Plus there were test modes: scan_shift, scancap_atspeed, scancap_stuckat,
bist and boundary scan. We merged the functional modes to a superset
func_dom mode. With the merged mode and the other 5 test modes, we had 6
total modes which needed to be enabled during the design implementation.
Hydra's Gotchas:
- We would like to see better reporting metrics out of budgeting.
When Hydra generates block-level budgets, it's just a number,
like an SDC file. It doesn't tell you if constraints are met
or not. You're forced to use Talus Vortex to get the analysis.
- Hydra likes to write out too many constraints; they're really
hard to follow.
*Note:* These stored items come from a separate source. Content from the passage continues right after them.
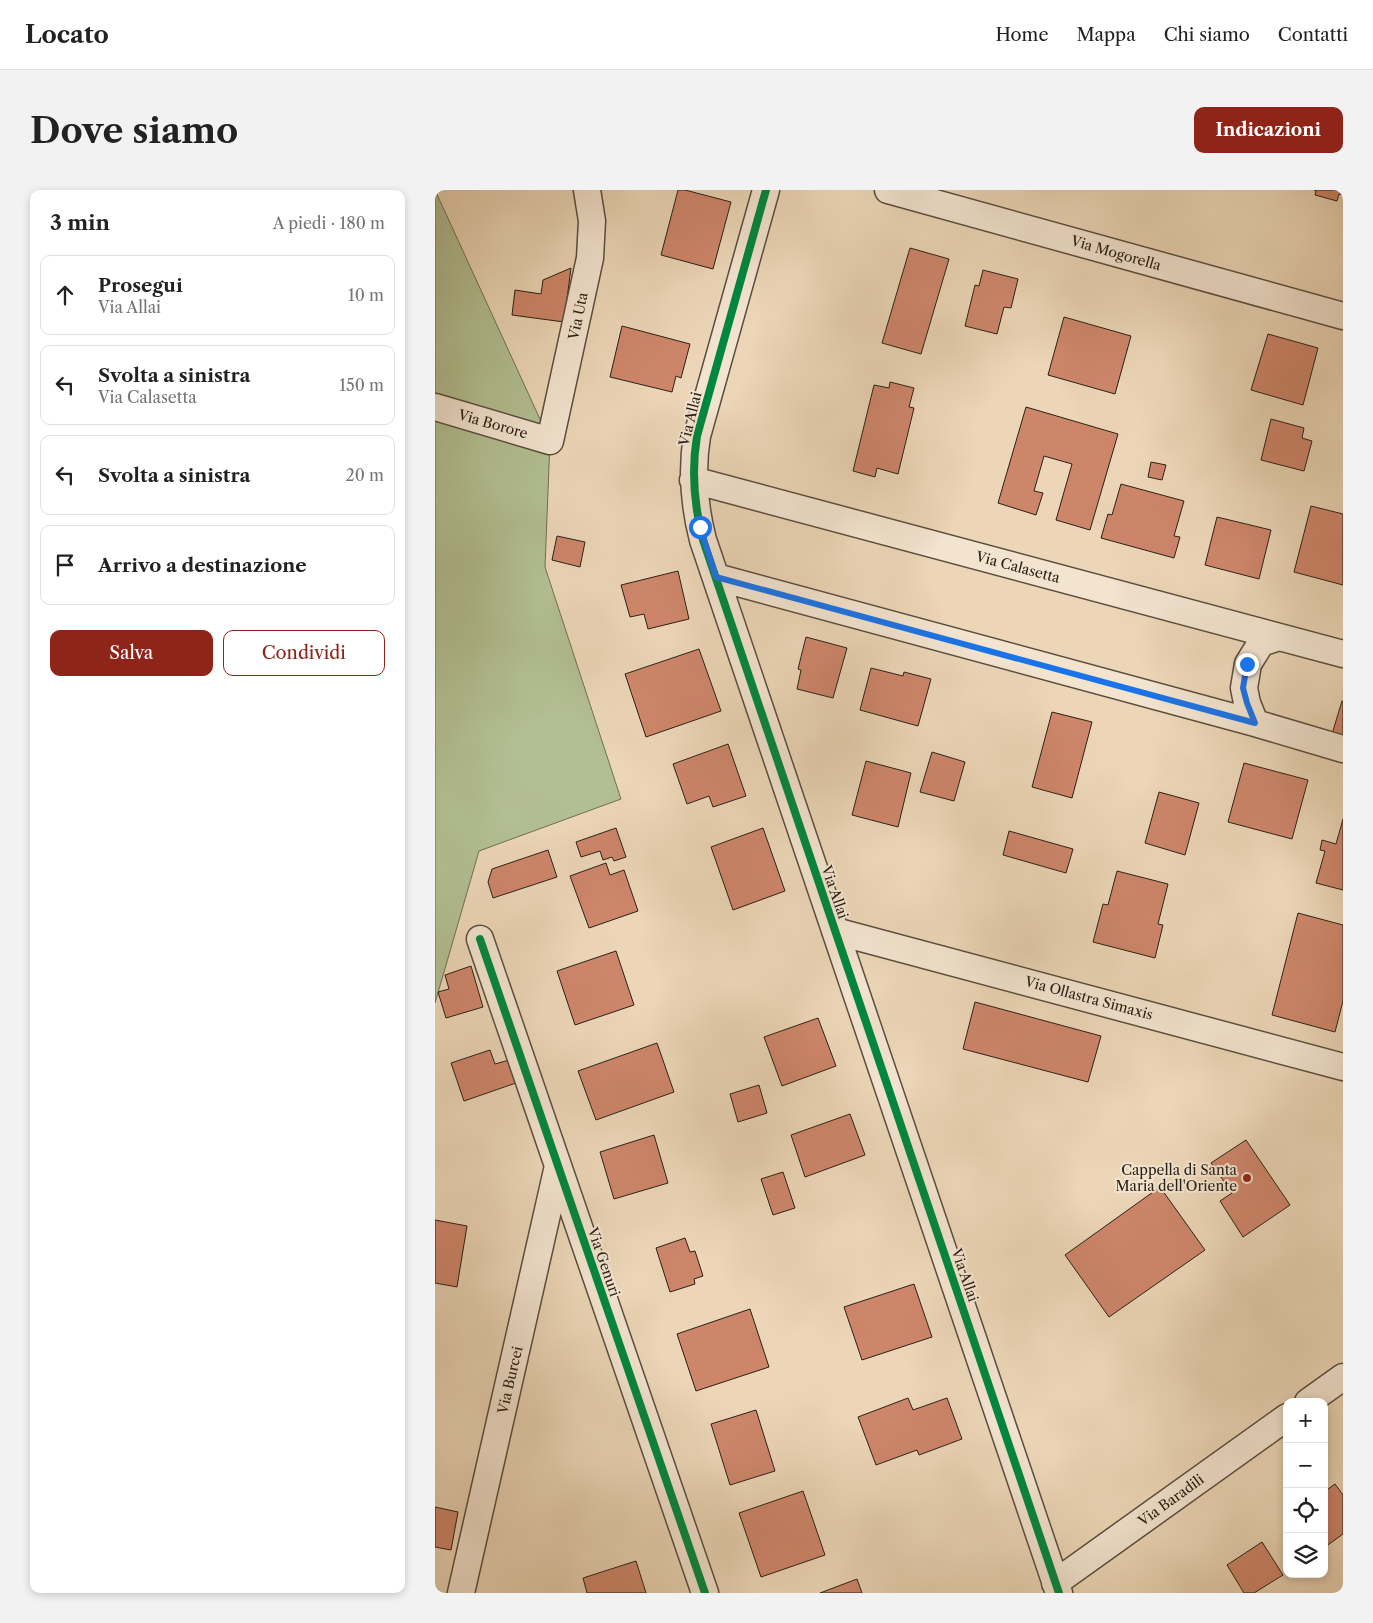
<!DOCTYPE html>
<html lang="it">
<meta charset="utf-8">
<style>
:root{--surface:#fff;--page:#f2f2f2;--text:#222;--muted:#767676;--line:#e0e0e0;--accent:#8f2418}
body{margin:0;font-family:"Libre Caslon Text",serif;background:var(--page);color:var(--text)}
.controls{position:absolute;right:15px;bottom:15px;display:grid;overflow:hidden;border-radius:10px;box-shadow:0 2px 8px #0003}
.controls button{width:45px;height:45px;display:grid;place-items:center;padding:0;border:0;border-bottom:1px solid var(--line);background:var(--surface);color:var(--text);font:25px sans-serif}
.stop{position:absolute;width:15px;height:15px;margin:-11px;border:4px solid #1a73e8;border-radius:50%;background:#fff}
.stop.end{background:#1a73e8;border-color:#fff;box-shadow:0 1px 5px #0008}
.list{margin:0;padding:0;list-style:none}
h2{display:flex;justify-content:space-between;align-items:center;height:65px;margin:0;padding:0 20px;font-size:21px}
h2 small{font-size:16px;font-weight:400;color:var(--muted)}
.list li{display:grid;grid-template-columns:32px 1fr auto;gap:15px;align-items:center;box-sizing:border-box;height:80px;margin:0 10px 10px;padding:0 10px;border:1px solid var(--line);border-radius:10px}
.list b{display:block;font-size:19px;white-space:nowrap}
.list p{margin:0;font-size:16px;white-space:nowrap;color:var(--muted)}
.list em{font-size:16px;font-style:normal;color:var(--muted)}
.actions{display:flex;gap:10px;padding:15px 20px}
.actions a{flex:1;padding:11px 0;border:1px solid var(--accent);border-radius:10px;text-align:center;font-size:18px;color:var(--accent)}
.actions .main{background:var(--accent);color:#fff}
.icon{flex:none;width:28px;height:28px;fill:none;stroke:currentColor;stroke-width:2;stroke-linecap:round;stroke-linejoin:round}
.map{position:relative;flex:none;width:908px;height:1403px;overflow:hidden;border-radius:10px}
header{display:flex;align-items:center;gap:30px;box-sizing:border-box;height:70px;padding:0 25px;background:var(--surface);border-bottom:1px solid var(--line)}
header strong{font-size:24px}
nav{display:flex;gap:28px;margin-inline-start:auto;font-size:18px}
.intro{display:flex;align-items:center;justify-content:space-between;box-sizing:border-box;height:120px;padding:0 30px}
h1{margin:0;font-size:35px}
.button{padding:12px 22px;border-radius:10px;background:var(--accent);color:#fff;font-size:18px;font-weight:700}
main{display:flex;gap:30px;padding:0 30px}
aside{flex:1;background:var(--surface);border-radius:10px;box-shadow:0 2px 8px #0003}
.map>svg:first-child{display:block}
</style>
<header>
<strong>Locato</strong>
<nav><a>Home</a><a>Mappa</a><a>Chi siamo</a><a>Contatti</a></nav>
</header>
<div class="intro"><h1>Dove siamo</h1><a class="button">Indicazioni</a></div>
<main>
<aside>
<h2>3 min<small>A piedi · 180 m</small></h2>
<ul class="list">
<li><svg class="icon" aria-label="ahead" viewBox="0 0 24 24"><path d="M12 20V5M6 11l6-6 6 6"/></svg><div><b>Prosegui</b><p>Via Allai</p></div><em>10 m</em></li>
<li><svg class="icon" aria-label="left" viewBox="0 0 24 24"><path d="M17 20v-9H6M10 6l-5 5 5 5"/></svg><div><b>Svolta a sinistra</b><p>Via Calasetta</p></div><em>150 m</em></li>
<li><svg class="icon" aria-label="left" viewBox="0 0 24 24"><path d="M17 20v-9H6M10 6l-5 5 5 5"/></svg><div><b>Svolta a sinistra</b></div><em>20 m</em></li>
<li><svg class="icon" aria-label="arrive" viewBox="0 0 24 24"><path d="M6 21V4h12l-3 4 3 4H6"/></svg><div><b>Arrivo a destinazione</b></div></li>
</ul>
<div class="actions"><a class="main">Salva</a><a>Condividi</a></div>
</aside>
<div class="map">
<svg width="908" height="1403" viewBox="0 0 908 1403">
<rect width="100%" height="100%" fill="#ecd6b7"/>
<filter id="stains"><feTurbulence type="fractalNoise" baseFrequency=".004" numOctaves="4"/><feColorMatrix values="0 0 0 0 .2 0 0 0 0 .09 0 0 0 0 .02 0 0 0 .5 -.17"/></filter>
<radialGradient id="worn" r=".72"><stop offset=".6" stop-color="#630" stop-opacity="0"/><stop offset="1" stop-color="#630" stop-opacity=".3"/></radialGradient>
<path fill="#b2bf92" stroke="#6e7054" d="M0,0L115,251L110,377L186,609L44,661L0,813Z"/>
<path fill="#ce866b" stroke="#2a2016" d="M243,0H250L296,12L278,79L226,65Z
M879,0H908V5L904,4L902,11L880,5L881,1Z
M475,58L514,69L486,164L447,153Z
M136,78L129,132L77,125L80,100L106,104L108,90Z
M548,80L583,89L576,118L569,117L562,144L530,136L540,95L544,96Z
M629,127L696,146L680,204L613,185Z
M187,136L255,154L246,188L241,186L237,202L175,187Z
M833,144L883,158L868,215L816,200Z
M455,192L479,198L474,217L479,218L463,284L442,278L440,287L418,281L439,195L454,198Z
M591,217L683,244L655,340L621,330L637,274L609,266L599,301L608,303L601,325L563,313Z
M836,229L869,238L867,248L877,251L869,281L826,270Z
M716,272L731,275L727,290L713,287Z
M686,294L749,311L739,346L745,347L739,368L666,348L673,324L677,325Z
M876,316L908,324V395L859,382Z
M782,327L836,340L824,389L770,375Z
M122,346L150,352L145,377L117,370Z
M243,381L254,429L213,439L209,424L195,427L186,395Z
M371,447L412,458L398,508L362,499L366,480L363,479Z
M264,459L286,521L211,547L190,484Z
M436,478L468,486L469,482L496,489L483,536L425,520Z
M907,511H908V547L897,544Z
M617,522L657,532L637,608L597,597Z
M293,554L311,606L278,617L274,606L252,614L238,574Z
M497,562L530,572L519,611L485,602Z
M431,571L476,583L463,637L417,625Z
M809,573L873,590L857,649L793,632Z
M724,602L764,613L750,665L710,653Z
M908,629V700L881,693L890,661L885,660L887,650L901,654Z
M181,638L191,667L179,671L177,667L168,670L165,661L146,667L141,652Z
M328,638L350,701L298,720L276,657Z
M574,641L638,659L631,683L568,665Z
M113,660L122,687L58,708L53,692L57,679Z
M171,673L175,685L189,680L203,721L154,738L135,686Z
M682,681L733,694L723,734L728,735L720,768L658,752L668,714L673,715Z
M863,723L908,735V811L900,842L837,825Z
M181,761L199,815L140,835L122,781Z
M36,776L48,817L11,828L3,802L14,799L10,785Z
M540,812L666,846L653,892L528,859Z
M383,828L401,876L347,896L329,847Z
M222,853L239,902L161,930L143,881Z
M55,860L60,874L74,870L81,893L29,911L16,873Z
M324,895L332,923L303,932L295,904Z
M415,924L430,965L370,987L356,945Z
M219,945L233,993L179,1009L165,962Z
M811,950L855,1015L808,1047L785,1011L797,1003L776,973Z
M348,982L360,1018L338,1025L326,989Z
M725,997L770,1060L674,1127L630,1065Z
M0,1030L32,1036L22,1097L0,1093Z
M250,1048L255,1062L260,1061L268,1086L259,1089L260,1094L235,1102L221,1058Z
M479,1094L497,1147L427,1170L409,1117Z
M315,1119L334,1177L261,1201L242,1144Z
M473,1208L478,1220L512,1208L527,1249L484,1265L482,1260L441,1275L423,1227Z
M321,1220L340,1281L295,1295L276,1234Z
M900,1294L908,1305V1344L890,1357L889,1302Z
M368,1301L390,1365L326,1387L304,1323Z
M0,1317L23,1322L16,1360L0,1357Z
M827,1352L848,1385L819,1403H809L792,1375Z
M201,1371L211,1403H152L148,1388Z
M422,1389L427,1403H385Z"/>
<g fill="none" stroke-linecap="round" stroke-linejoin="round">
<defs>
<path id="street" d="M331,0L262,246C256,282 259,315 268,350L624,1403
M453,0L908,126
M0,217L115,251L155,68L157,31L152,0
M258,290L908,464
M281,387L820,533L908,559
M820,533L812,513L809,498L813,474L826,453L844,447
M400,741L908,877
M45,749L270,1403
M873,1212L908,1187
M620,1393L852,1227
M26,1403L123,976"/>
</defs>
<use href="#street" stroke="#5a4e3e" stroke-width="29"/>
<use href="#street" stroke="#f3e4d0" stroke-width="26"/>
<defs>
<path id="cycleway" d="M331,0L262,246C256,282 259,315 268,350L624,1403
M45,749L270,1403"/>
</defs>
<use href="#cycleway" stroke="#f3e4d0" stroke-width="11"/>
<use href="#cycleway" stroke="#00873e" stroke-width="8"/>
</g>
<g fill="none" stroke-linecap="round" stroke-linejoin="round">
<path stroke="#1a73e8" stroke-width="6" d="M265,337L281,387L820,533L812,513L808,498L812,474"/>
</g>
<circle fill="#8f2418" stroke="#f3e4d0" stroke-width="2" cx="812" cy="988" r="5"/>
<g text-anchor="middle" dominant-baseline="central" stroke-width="4" stroke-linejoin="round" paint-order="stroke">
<g font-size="14" fill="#2a2016" stroke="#f3e4d0">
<text transform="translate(681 63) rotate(16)">Via Mogorella</text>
<text transform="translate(143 126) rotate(-78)">Via Uta</text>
<text transform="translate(255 229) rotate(-76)">Via Allai</text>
<text transform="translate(58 234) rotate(16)">Via Borore</text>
<text transform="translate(583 377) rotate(15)">Via Calasetta</text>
<text transform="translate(400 702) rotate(71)">Via Allai</text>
<text transform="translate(654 808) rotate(15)">Via Ollastra Simaxis</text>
<text transform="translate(169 1072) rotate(71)">Via Genuri</text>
<text transform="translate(530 1085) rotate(71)">Via Allai</text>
<text transform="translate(75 1190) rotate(-77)">Via Burcei</text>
<text transform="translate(736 1310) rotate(-36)">Via Baradili</text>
</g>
<g font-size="14" fill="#2a2016" stroke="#f3e4d0" text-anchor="end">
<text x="802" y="980">Cappella di Santa<tspan x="802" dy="16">Maria dell'Oriente</tspan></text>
</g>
</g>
<rect width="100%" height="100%" filter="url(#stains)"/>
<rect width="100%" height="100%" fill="url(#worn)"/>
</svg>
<div class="controls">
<button>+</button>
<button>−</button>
<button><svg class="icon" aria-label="locate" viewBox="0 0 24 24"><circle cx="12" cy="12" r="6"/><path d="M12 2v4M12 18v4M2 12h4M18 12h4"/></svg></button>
<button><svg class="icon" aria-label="layers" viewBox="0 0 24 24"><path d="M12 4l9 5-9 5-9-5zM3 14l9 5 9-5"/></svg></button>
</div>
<div class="stop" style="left:265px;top:337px"></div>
<div class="stop end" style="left:812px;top:474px"></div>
</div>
</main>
For example, modeling OCV is a mess; it
requires a large number of SDC constraints to model correctly.
- Hydra's MMMC budgeting was still in the works when we did this
design so we had to use the workaround flow below. We need this
for the next ASICs, and Magma claims it will be available in
their Q2 Hydra release.
We developed an MM budgeting workaround - it was mixed methodology
which combined Magma's MMMC fix-budget constraint generation with
their budgeting flow. We ran Hydra's fix-budget flow for mutually
exclusive modes like bist and scan, where as for correlated modes
like func1 and func2, we only ran low effort fix budgets such as
steps to push down and create constraint. We created 4 different
sets of block constraints and combined them into one constraint
file for Magma's MMMC block implement. We then pulled up these
constraints to close top level timing, and used them for both our
BlackBox and GlassBox runs.
- When we switched between the abstractions (from GlassBox to Blackbox
and vice versa) during budgeting and implementation, some of the
timing constraints and scan chain information across the hierarchies
was getting lost. For timing constraints we had to source separate
set of constraints while switching the abstractions. To retain scan
information, we had to trace the scan chains every time after
switching of the abstractions.
Hydra's Upside:
Hydra automated a lot of functionality we used to do mostly manually such as
logical partitioning, budgeting and pin assignments, channel based shaping,
early congestion analysis, and retention of useful floorplan changes over
iterations.
- During partitioning and shaping, Hydra grouped the logical partitioning
into appropriately sized physical partitions, taking into consideration
the impact on the physical flow, (e.g. the boundary pins, and the
connectivity between the logical modules), then used that information
to determine the shapes and positions of physical partitions. Setting
the shape and locations of the physical partitions is normally a very
time consuming manual task which could take around 10-12 man-weeks for
our 7 million cell instances design. In contrast, each run with Hydra's
auto partitioner and shaper took about 7 hours. As a result, we were
able to produce our final floorplan in about 6 man-weeks of effort.
- Repeated block pin assignment: We had 76 repeated blocks, and doing pin
assignments manually could have taken us 4 man-weeks. Repeated block
pin assignment are more difficult because the blocks sit on different
parts of the chip, but must each have the same pin assignments. Magma's
repeated block pin assignment ability optimized for reduced congestion,
so it only took us 2 weeks with Hydra with little manual intervention.
- Hydra's congestion analysis gives multiple options for resizing our
channels to manage area and congestion trade-offs.
- Top down clock tree planning lets us determine clock constraints at
each of the block boundaries, including on-chip-variation constraints.
- Feed through creation lets us determines what feed throughs go through
what blocks, and it creates the pins and the feed through connections
on the overlay/logical wrapper through the block.
- With scan-chain optimization we can avoid criss-cross pattern routing.
Because Hydra automated the tasks that we normally would have done by hand,
I estimate that we were able to save approximately 12 to 14 man-weeks of
effort on our overall design closure; not bad for a 28 M gate mixed-signal
flip chip design with 84 blocks.
I would like to thank Raju Rakha of Open-Silicon for this design execution
and his help in gathering the critical data used in this article.